- Opening Delimiter -
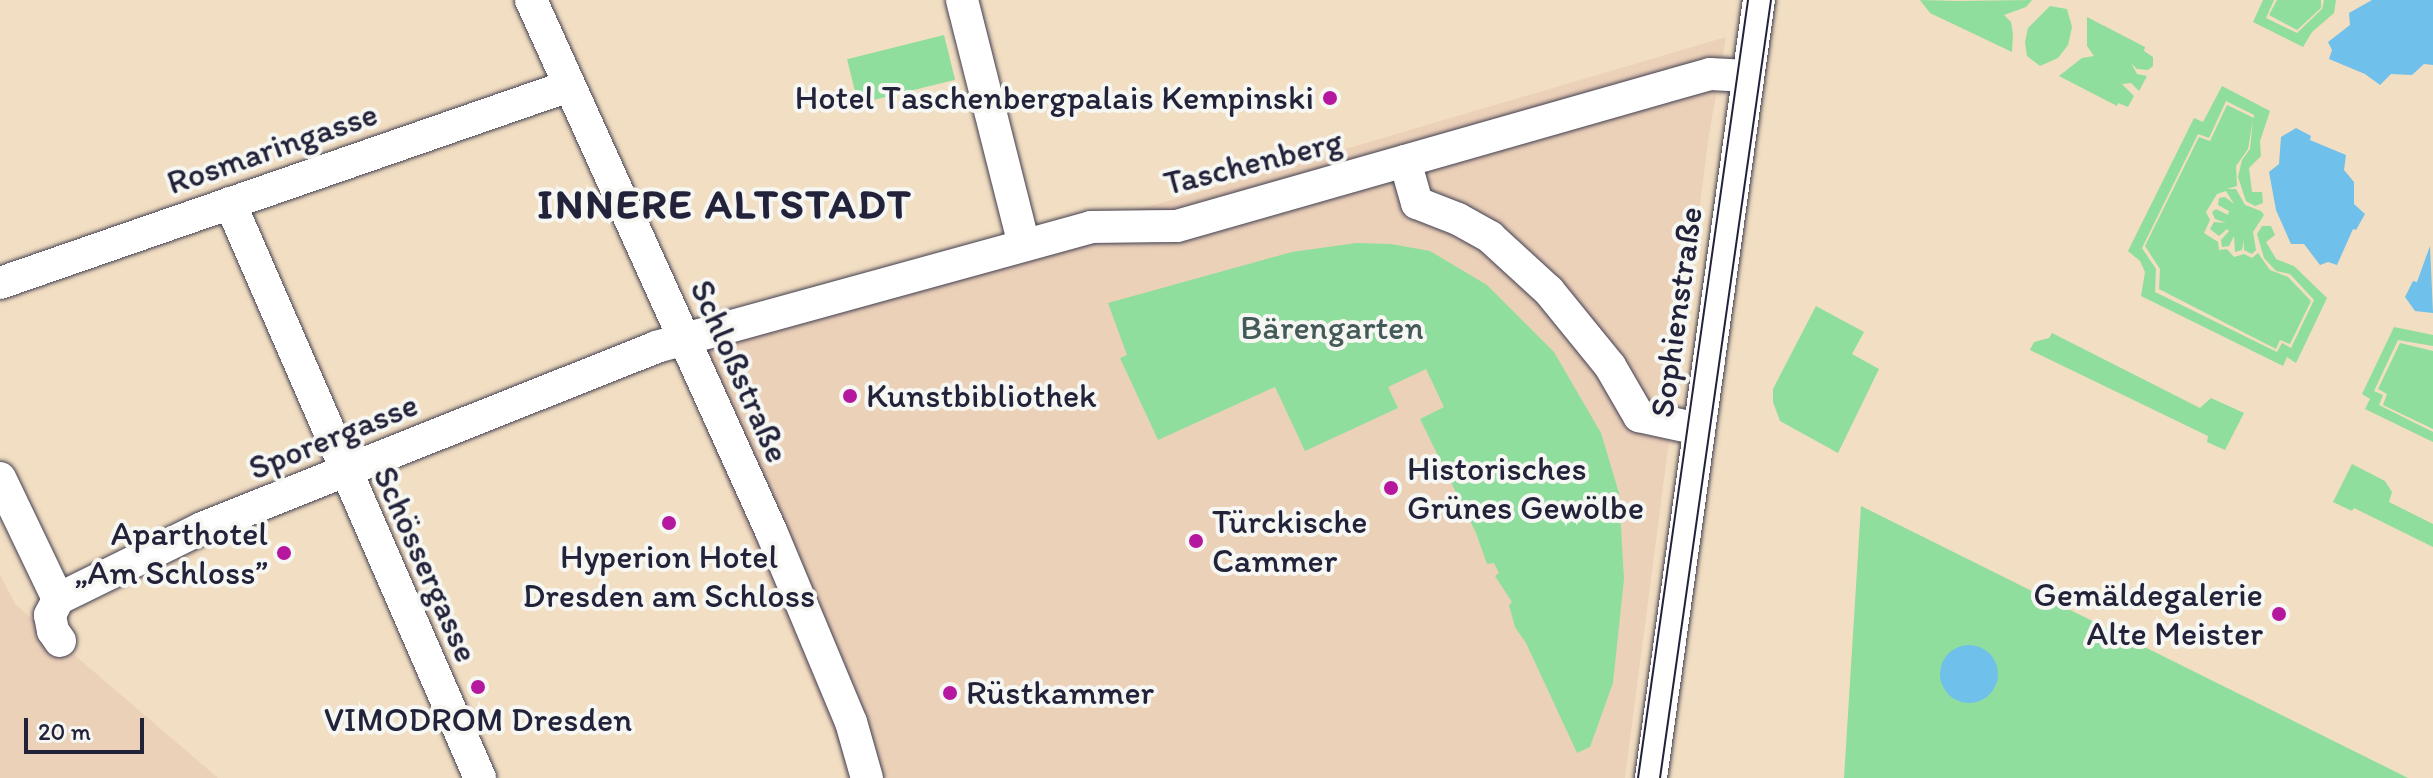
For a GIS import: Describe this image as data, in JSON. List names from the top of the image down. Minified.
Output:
{"streets":{"street":["Rosmaringasse","Taschenberg","Sophienstraße","Schloßstraße","Sporergasse","Schössergasse"]},"crossings":[["Rosmaringasse","Schloßstraße"],["Rosmaringasse","Schössergasse"],["Taschenberg","Sophienstraße"],["Taschenberg","Schloßstraße"],["Taschenberg","Sporergasse"],["Schloßstraße","Sporergasse"],["Sporergasse","Schössergasse"]],"districts":["INNERE ALTSTADT"],"parks":["Bärengarten"],"places":["Hotel Taschenbergpalais Kempinski","Kunstbibliothek","Historisches Grünes Gewölbe","Hyperion Hotel Dresden am Schloss","Türckische Cammer","Aparthotel „Am Schloss”","Gemäldegalerie Alte Meister","VIMODROM Dresden","Rüstkammer"],"scale_bar":"20 m"}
- Closing Delimiter -
Set the whole listing down again unchanged, apart from the pictures, which are omitted.

▶ ANSWER FOR THIS EXERCISE:
For a GIS import: Describe this image as data, in JSON. List names from the top of the image down. Minified.
Output:
{"streets":{"street":["Rosmaringasse","Taschenberg","Sophienstraße","Schloßstraße","Sporergasse","Schössergasse"]},"crossings":[["Rosmaringasse","Schloßstraße"],["Rosmaringasse","Schössergasse"],["Taschenberg","Sophienstraße"],["Taschenberg","Schloßstraße"],["Taschenberg","Sporergasse"],["Schloßstraße","Sporergasse"],["Sporergasse","Schössergasse"]],"districts":["INNERE ALTSTADT"],"parks":["Bärengarten"],"places":["Hotel Taschenbergpalais Kempinski","Kunstbibliothek","Historisches Grünes Gewölbe","Hyperion Hotel Dresden am Schloss","Türckische Cammer","Aparthotel „Am Schloss”","Gemäldegalerie Alte Meister","VIMODROM Dresden","Rüstkammer"],"scale_bar":"20 m"}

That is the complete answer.